=== Available data ===

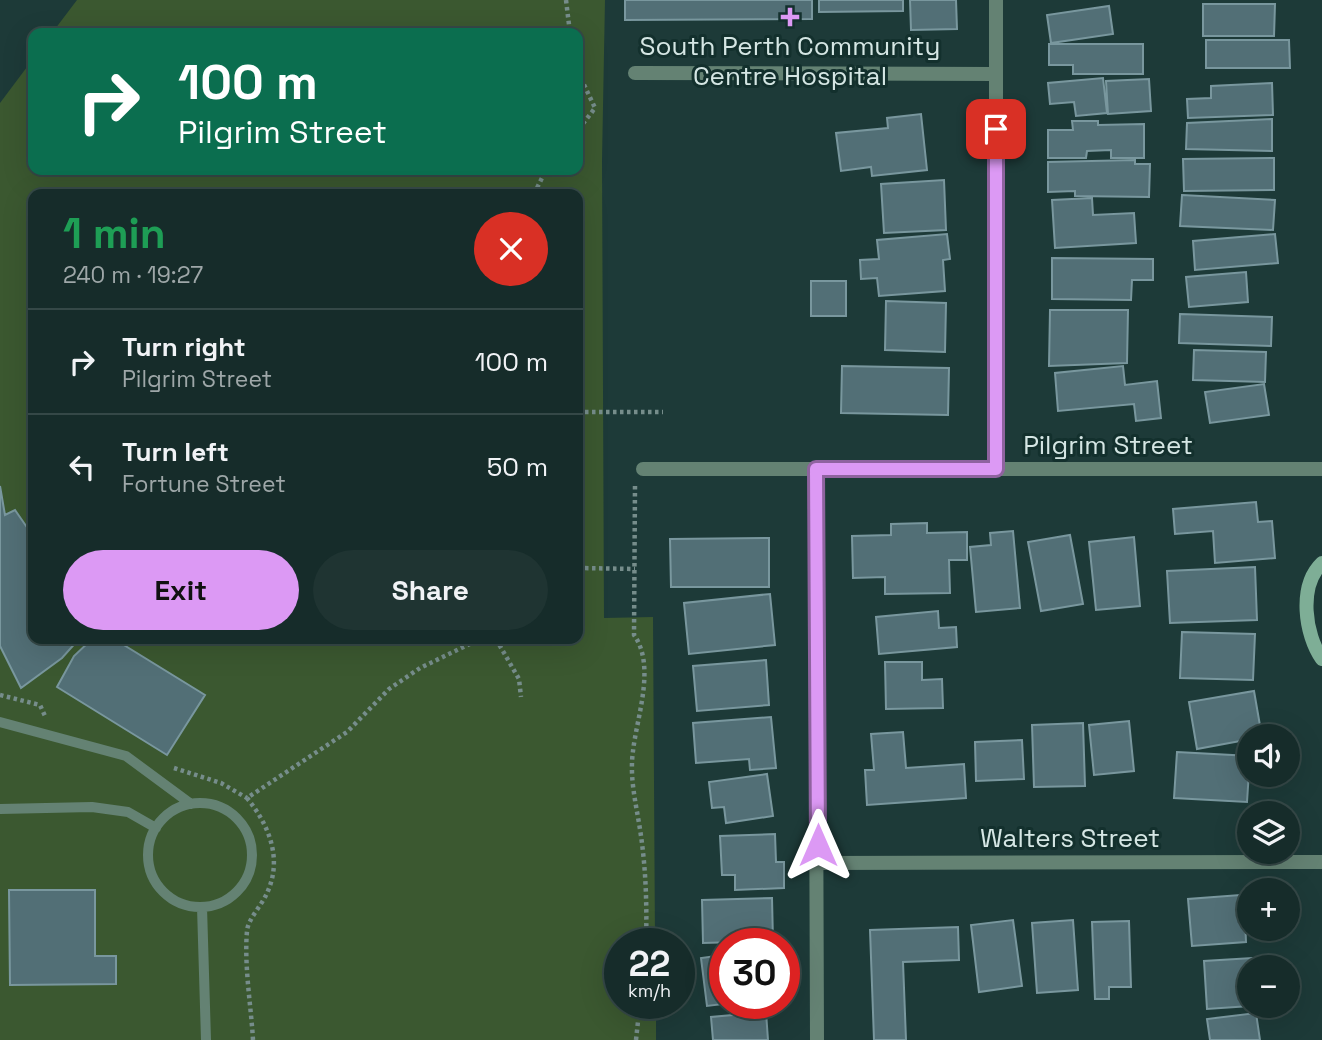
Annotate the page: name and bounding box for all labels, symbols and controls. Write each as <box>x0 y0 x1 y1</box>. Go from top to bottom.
marker: South Perth Community Centre Hospital <box>780 7 800 27</box>
place label: South Perth Community Centre Hospital <box>640 29 940 93</box>
text: 100 m <box>178 51 318 113</box>
icon: right <box>63 56 154 147</box>
pin <box>966 99 1026 159</box>
icon: arrive <box>977 110 1015 148</box>
text: Pilgrim Street <box>178 112 387 152</box>
text: 1 min <box>63 207 166 260</box>
button: close <box>474 212 548 286</box>
text: 240 m · 19:27 <box>63 260 203 290</box>
text: Turn right <box>122 330 246 364</box>
icon: right <box>63 343 101 381</box>
text: 100 m <box>475 345 548 379</box>
text: Pilgrim Street <box>122 364 272 394</box>
street label: Pilgrim Street <box>1023 428 1193 462</box>
text: Turn left <box>122 435 229 469</box>
icon: left <box>63 448 101 486</box>
text: 50 m <box>487 450 548 484</box>
text: Fortune Street <box>122 469 286 499</box>
button: Exit <box>63 550 299 630</box>
button: Share <box>313 550 548 630</box>
map controls <box>1237 724 1300 1018</box>
button: sound <box>1237 724 1300 787</box>
button: layers <box>1237 801 1300 864</box>
position arrow <box>781 808 855 882</box>
street label: Walters Street <box>980 821 1160 855</box>
button: + <box>1237 878 1300 941</box>
speed limit sign: 30 <box>709 928 800 1019</box>
text: 22 <box>629 942 670 986</box>
button: − <box>1237 955 1300 1018</box>
text: km/h <box>628 979 671 1002</box>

===

Only the text of the records above, copied exactly, should be returned; the pictures stay out.

**Expected answer**.
Annotate the page: name and bounding box for all labels, symbols and controls. Write each as <box>x0 y0 x1 y1</box>. Go from top to bottom.
marker: South Perth Community Centre Hospital <box>780 7 800 27</box>
place label: South Perth Community Centre Hospital <box>640 29 940 93</box>
text: 100 m <box>178 51 318 113</box>
icon: right <box>63 56 154 147</box>
pin <box>966 99 1026 159</box>
icon: arrive <box>977 110 1015 148</box>
text: Pilgrim Street <box>178 112 387 152</box>
text: 1 min <box>63 207 166 260</box>
button: close <box>474 212 548 286</box>
text: 240 m · 19:27 <box>63 260 203 290</box>
text: Turn right <box>122 330 246 364</box>
icon: right <box>63 343 101 381</box>
text: 100 m <box>475 345 548 379</box>
text: Pilgrim Street <box>122 364 272 394</box>
street label: Pilgrim Street <box>1023 428 1193 462</box>
text: Turn left <box>122 435 229 469</box>
icon: left <box>63 448 101 486</box>
text: 50 m <box>487 450 548 484</box>
text: Fortune Street <box>122 469 286 499</box>
button: Exit <box>63 550 299 630</box>
button: Share <box>313 550 548 630</box>
map controls <box>1237 724 1300 1018</box>
button: sound <box>1237 724 1300 787</box>
button: layers <box>1237 801 1300 864</box>
position arrow <box>781 808 855 882</box>
street label: Walters Street <box>980 821 1160 855</box>
button: + <box>1237 878 1300 941</box>
speed limit sign: 30 <box>709 928 800 1019</box>
text: 22 <box>629 942 670 986</box>
button: − <box>1237 955 1300 1018</box>
text: km/h <box>628 979 671 1002</box>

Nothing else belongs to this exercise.